DATA PROVIDED:
_ _ _ _ _

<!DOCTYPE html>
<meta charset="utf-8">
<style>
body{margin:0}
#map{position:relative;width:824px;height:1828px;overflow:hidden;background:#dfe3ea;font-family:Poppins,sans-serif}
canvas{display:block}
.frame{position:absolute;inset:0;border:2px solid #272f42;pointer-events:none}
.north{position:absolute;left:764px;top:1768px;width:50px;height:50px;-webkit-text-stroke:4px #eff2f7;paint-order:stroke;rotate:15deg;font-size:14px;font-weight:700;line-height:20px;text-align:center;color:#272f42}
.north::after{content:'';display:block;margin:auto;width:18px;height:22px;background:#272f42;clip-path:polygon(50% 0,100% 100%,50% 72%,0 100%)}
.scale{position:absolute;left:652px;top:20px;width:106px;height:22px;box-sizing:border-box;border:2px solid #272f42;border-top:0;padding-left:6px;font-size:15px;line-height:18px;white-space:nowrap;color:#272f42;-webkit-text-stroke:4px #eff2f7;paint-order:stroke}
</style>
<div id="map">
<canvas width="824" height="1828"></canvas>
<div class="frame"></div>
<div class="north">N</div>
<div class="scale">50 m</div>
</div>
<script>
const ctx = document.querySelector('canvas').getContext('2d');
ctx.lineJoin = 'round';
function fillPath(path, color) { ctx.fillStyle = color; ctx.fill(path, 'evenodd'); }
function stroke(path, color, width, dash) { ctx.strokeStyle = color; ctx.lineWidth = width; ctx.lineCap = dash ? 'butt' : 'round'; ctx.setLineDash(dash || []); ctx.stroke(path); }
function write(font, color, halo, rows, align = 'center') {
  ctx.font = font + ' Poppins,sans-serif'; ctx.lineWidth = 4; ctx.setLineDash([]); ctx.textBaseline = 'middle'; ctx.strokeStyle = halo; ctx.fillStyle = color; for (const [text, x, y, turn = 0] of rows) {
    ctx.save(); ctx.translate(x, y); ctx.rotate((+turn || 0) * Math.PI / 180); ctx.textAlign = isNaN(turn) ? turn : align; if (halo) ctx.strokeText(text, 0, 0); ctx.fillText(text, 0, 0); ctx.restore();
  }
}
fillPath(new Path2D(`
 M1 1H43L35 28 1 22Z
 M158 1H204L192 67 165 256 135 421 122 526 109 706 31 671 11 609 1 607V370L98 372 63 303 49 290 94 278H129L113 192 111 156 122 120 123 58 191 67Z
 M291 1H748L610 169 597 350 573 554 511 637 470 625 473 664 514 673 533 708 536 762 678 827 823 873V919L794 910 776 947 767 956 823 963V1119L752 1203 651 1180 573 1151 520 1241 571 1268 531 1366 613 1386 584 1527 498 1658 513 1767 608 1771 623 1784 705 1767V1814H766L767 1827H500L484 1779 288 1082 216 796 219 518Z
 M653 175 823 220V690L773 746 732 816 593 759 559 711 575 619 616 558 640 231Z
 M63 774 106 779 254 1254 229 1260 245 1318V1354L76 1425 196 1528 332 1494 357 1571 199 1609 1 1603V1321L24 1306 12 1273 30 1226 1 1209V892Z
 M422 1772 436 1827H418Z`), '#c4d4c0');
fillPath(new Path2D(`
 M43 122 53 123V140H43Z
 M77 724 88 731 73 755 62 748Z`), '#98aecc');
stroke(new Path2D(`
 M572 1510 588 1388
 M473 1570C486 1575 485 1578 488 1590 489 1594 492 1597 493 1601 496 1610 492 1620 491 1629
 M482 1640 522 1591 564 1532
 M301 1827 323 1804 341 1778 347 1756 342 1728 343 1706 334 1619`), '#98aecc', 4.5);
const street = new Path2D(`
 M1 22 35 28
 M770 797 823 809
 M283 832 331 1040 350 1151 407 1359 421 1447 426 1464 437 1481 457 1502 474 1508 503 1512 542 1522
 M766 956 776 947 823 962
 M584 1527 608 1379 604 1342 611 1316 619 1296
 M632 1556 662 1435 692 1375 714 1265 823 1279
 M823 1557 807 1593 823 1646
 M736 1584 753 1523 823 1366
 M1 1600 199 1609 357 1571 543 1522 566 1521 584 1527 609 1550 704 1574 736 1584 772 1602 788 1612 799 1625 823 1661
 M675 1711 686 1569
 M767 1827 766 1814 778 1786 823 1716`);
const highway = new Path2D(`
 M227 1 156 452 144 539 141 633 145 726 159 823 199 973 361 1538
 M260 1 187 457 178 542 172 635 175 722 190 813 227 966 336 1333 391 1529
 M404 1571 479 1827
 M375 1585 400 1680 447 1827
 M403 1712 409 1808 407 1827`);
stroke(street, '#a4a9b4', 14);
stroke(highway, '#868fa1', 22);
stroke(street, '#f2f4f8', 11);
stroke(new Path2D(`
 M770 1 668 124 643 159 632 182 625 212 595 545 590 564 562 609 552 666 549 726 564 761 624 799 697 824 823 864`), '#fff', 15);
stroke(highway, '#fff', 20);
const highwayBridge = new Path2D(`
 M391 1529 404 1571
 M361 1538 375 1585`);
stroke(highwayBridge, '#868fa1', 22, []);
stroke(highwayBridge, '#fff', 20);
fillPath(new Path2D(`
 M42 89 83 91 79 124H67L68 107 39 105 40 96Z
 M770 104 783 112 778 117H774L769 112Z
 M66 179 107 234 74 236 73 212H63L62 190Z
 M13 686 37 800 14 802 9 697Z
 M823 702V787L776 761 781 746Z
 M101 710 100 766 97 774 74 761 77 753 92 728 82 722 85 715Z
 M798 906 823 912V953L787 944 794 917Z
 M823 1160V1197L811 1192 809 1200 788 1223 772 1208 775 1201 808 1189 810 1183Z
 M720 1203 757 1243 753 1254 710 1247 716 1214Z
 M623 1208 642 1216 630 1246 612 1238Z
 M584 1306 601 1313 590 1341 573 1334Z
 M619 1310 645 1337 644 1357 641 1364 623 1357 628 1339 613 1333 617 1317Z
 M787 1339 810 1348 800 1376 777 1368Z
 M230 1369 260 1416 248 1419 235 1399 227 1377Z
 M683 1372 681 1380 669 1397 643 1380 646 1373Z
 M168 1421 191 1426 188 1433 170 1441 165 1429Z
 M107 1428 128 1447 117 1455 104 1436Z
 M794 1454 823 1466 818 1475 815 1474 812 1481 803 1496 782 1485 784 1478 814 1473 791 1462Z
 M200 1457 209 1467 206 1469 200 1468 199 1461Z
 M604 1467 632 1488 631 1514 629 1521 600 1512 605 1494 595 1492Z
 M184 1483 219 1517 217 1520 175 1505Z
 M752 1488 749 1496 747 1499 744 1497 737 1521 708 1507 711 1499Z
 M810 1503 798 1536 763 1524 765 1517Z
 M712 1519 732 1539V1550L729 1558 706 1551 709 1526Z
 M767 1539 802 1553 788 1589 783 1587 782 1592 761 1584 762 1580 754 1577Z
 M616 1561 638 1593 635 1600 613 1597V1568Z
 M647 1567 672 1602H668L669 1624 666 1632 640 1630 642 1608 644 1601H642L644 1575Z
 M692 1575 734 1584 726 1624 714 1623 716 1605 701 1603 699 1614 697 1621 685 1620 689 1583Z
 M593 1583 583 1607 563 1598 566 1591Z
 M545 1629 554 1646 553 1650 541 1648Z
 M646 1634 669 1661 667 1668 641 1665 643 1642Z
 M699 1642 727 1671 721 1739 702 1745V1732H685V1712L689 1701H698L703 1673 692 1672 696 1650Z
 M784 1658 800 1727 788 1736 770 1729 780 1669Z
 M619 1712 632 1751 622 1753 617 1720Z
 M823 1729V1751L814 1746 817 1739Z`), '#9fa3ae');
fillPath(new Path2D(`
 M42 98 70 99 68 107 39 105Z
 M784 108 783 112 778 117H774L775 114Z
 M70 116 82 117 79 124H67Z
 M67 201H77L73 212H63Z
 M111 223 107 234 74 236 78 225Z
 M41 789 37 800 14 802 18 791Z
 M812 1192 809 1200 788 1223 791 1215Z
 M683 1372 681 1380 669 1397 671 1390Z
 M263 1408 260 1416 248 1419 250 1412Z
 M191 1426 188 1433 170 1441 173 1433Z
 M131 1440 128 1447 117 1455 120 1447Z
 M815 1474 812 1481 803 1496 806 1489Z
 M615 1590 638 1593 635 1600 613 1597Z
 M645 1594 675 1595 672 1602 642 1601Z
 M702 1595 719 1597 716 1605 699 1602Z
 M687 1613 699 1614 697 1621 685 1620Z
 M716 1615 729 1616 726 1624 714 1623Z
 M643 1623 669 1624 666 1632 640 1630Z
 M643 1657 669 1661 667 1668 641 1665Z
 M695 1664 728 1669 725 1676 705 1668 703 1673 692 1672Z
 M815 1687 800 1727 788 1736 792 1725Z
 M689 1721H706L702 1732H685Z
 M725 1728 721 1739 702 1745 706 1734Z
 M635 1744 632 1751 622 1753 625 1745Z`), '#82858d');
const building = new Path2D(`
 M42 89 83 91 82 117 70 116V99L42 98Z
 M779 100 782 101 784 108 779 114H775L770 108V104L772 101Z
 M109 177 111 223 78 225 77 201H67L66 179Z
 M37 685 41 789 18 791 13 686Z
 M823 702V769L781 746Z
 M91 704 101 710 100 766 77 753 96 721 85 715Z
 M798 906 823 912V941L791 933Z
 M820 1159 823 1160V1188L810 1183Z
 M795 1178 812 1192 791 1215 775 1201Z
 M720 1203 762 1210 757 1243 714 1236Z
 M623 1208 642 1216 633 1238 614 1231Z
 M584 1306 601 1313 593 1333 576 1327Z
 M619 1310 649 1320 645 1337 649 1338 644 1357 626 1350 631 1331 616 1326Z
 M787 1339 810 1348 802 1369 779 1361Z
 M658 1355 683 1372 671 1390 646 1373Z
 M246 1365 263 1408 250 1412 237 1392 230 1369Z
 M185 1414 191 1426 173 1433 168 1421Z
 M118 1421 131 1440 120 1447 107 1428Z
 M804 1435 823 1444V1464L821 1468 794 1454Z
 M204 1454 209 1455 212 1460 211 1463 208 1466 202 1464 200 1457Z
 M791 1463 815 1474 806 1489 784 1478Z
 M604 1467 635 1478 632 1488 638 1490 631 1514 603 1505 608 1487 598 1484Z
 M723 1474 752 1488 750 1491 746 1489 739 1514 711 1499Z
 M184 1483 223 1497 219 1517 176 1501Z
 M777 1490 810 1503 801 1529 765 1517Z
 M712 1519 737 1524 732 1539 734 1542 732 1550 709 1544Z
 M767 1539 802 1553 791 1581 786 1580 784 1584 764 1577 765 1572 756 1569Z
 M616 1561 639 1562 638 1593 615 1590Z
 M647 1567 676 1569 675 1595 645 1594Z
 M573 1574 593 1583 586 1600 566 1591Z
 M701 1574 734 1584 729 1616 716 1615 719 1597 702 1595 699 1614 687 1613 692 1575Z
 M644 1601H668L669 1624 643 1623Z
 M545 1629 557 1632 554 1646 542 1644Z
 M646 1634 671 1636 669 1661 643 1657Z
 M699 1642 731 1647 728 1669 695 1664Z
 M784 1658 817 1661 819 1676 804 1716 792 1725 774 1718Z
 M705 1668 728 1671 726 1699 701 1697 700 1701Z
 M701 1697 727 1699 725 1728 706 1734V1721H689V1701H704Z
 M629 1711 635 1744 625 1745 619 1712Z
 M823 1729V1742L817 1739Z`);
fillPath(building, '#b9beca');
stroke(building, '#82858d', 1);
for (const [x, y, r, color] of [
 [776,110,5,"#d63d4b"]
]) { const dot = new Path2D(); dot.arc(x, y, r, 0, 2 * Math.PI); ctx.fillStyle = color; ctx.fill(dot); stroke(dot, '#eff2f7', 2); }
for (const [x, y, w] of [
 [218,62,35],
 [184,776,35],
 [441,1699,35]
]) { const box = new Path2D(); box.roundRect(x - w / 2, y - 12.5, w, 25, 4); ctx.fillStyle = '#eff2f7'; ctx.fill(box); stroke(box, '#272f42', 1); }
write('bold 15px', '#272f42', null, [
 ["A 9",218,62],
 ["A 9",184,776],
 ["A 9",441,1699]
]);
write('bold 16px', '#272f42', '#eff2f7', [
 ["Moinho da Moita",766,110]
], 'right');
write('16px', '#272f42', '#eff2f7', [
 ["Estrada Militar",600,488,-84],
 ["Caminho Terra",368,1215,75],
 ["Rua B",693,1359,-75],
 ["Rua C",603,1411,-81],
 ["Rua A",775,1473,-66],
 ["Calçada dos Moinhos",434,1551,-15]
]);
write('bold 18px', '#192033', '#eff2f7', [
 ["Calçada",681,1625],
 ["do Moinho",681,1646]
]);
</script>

_ _ _ _ _

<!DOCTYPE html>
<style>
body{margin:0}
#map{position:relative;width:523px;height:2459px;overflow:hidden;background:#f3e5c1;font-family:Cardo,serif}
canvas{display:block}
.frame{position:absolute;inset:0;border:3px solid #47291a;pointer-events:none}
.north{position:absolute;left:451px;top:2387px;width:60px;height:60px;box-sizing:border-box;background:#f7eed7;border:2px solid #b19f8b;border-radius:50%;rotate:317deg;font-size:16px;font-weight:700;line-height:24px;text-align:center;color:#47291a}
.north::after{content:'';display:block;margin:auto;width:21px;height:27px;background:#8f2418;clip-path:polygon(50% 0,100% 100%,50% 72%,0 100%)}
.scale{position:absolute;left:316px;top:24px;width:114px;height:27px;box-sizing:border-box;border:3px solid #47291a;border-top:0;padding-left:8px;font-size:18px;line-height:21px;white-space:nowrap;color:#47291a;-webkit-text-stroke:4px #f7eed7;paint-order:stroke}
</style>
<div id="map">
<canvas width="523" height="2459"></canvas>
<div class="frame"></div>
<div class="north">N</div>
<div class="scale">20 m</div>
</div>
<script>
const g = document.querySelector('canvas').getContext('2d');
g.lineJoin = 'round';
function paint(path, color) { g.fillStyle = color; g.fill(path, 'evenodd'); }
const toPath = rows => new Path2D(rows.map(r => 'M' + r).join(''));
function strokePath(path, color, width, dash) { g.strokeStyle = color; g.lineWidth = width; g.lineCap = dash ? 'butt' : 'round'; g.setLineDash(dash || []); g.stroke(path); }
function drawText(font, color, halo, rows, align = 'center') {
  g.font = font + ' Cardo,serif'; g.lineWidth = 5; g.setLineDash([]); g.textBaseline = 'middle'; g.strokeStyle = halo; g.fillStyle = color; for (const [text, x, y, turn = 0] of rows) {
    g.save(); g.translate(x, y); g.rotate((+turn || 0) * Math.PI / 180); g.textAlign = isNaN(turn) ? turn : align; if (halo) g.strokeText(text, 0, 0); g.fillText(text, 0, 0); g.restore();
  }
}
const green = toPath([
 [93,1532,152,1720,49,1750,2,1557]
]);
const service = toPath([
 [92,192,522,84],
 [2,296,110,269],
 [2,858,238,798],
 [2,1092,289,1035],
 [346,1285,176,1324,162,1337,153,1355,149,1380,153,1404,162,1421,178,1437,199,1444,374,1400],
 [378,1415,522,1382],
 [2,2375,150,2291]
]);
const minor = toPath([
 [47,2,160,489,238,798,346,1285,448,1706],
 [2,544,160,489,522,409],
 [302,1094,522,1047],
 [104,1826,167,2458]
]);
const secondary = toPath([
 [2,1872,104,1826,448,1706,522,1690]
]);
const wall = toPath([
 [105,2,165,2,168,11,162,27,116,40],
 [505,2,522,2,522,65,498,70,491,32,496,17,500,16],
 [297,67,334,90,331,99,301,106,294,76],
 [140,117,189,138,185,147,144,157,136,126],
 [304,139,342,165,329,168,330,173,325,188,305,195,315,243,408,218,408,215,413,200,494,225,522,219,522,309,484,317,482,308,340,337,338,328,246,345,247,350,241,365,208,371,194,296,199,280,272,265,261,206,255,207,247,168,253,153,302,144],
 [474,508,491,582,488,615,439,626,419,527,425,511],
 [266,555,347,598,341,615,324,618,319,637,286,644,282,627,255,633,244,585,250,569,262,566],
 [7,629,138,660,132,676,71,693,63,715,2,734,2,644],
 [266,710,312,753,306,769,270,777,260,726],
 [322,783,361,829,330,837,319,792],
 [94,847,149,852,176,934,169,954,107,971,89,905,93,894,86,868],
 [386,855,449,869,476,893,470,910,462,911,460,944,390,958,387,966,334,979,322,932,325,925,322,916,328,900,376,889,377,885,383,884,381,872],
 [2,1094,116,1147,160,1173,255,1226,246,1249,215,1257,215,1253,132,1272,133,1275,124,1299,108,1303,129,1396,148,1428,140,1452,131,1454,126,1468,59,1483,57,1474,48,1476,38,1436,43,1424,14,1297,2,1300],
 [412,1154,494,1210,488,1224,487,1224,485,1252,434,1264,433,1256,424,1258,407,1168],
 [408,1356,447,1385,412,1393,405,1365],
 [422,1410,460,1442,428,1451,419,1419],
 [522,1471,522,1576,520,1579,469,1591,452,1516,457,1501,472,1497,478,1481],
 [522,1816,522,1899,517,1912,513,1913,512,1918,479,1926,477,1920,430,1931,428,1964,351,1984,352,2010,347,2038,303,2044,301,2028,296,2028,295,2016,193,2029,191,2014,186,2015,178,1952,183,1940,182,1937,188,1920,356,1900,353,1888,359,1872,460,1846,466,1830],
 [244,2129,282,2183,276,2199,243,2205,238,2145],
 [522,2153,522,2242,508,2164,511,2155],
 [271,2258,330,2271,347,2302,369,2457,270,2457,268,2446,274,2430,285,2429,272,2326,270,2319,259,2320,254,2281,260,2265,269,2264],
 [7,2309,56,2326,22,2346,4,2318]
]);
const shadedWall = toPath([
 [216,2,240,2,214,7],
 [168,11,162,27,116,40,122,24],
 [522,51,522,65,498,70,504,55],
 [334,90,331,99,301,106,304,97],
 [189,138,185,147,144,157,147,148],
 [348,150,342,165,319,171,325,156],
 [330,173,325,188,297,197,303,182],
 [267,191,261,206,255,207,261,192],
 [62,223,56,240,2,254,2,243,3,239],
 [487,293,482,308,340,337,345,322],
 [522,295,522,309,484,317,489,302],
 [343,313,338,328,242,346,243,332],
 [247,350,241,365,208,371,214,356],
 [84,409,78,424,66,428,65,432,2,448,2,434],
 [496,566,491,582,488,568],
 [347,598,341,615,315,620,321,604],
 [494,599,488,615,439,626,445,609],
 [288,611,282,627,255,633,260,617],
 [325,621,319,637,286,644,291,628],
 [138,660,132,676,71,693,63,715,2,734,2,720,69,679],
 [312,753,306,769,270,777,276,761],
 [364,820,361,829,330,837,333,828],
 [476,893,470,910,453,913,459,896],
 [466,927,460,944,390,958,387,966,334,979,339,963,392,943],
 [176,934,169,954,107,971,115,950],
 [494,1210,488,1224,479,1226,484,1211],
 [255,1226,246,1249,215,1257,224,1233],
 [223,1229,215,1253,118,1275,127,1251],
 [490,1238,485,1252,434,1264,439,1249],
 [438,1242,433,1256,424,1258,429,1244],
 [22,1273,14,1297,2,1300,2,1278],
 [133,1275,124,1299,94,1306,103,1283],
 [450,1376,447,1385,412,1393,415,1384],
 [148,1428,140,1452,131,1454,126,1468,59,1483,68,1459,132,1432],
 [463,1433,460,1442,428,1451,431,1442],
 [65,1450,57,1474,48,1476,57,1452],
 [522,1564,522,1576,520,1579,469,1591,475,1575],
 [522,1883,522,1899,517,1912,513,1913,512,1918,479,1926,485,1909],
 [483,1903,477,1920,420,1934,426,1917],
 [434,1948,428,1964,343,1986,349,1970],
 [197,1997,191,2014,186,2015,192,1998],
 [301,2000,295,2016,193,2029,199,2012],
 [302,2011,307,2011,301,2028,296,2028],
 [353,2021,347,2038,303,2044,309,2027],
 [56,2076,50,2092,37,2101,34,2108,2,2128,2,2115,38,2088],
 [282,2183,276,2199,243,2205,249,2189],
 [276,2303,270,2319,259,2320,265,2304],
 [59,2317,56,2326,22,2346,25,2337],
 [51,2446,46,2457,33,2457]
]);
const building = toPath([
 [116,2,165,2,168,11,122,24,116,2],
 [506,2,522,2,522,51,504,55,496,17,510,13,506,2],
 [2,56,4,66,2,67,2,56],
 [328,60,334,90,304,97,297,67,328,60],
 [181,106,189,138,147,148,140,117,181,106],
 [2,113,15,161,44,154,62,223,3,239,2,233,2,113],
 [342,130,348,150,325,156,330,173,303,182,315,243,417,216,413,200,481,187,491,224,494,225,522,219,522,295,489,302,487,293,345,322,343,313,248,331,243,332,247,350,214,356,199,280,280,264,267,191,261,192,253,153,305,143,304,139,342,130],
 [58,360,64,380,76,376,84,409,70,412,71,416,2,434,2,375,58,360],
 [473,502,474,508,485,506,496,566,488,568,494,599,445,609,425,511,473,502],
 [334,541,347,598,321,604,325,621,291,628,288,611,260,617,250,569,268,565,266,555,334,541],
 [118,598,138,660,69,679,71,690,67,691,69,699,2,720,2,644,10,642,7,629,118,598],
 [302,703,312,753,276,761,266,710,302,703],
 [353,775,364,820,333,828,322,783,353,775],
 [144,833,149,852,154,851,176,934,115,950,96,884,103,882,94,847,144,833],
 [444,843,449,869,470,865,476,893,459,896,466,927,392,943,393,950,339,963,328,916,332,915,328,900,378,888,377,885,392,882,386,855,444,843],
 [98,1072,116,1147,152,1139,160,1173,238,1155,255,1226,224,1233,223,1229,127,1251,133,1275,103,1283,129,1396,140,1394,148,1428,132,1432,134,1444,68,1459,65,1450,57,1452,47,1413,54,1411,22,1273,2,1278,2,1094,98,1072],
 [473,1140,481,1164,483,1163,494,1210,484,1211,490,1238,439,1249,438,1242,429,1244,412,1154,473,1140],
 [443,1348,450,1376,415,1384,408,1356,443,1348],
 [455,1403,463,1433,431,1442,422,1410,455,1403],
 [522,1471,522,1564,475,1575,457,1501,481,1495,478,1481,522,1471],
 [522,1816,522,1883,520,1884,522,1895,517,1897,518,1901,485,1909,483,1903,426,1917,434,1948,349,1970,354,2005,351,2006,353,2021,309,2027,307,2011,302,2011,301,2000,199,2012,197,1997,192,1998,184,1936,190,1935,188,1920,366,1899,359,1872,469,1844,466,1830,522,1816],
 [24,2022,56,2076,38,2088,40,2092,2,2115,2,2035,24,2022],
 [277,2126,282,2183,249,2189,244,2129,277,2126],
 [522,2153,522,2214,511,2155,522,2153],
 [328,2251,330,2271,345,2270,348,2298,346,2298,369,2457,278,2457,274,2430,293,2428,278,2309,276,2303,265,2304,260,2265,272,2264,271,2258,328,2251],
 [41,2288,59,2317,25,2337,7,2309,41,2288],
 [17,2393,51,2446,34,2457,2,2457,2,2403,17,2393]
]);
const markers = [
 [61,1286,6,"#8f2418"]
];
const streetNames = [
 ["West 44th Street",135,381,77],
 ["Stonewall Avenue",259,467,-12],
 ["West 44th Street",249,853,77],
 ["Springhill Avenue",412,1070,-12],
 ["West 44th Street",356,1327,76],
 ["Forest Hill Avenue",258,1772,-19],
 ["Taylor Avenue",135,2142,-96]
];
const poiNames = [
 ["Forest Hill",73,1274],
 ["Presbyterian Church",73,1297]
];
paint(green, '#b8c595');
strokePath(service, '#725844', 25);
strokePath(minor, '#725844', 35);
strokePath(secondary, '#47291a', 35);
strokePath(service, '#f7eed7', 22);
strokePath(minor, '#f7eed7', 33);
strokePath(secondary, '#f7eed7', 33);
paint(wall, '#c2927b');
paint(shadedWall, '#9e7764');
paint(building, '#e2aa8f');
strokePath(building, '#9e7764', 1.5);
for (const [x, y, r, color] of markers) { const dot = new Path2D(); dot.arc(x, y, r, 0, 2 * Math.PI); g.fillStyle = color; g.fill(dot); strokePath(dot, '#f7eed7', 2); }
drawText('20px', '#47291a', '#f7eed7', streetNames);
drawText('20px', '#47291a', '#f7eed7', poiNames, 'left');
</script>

_ _ _ _ _

GOAL OF THE EXERCISE: Copy verbatim, from the listing above, each line from the one containing "g.font = font" down to the one containing "g.save(); g.translate(x, y);", inclusive.

TASK SOLUTION:
  g.font = font + ' Cardo,serif'; g.lineWidth = 5; g.setLineDash([]); g.textBaseline = 'middle'; g.strokeStyle = halo; g.fillStyle = color; for (const [text, x, y, turn = 0] of rows) {
    g.save(); g.translate(x, y); g.rotate((+turn || 0) * Math.PI / 180); g.textAlign = isNaN(turn) ? turn : align; if (halo) g.strokeText(text, 0, 0); g.fillText(text, 0, 0); g.restore();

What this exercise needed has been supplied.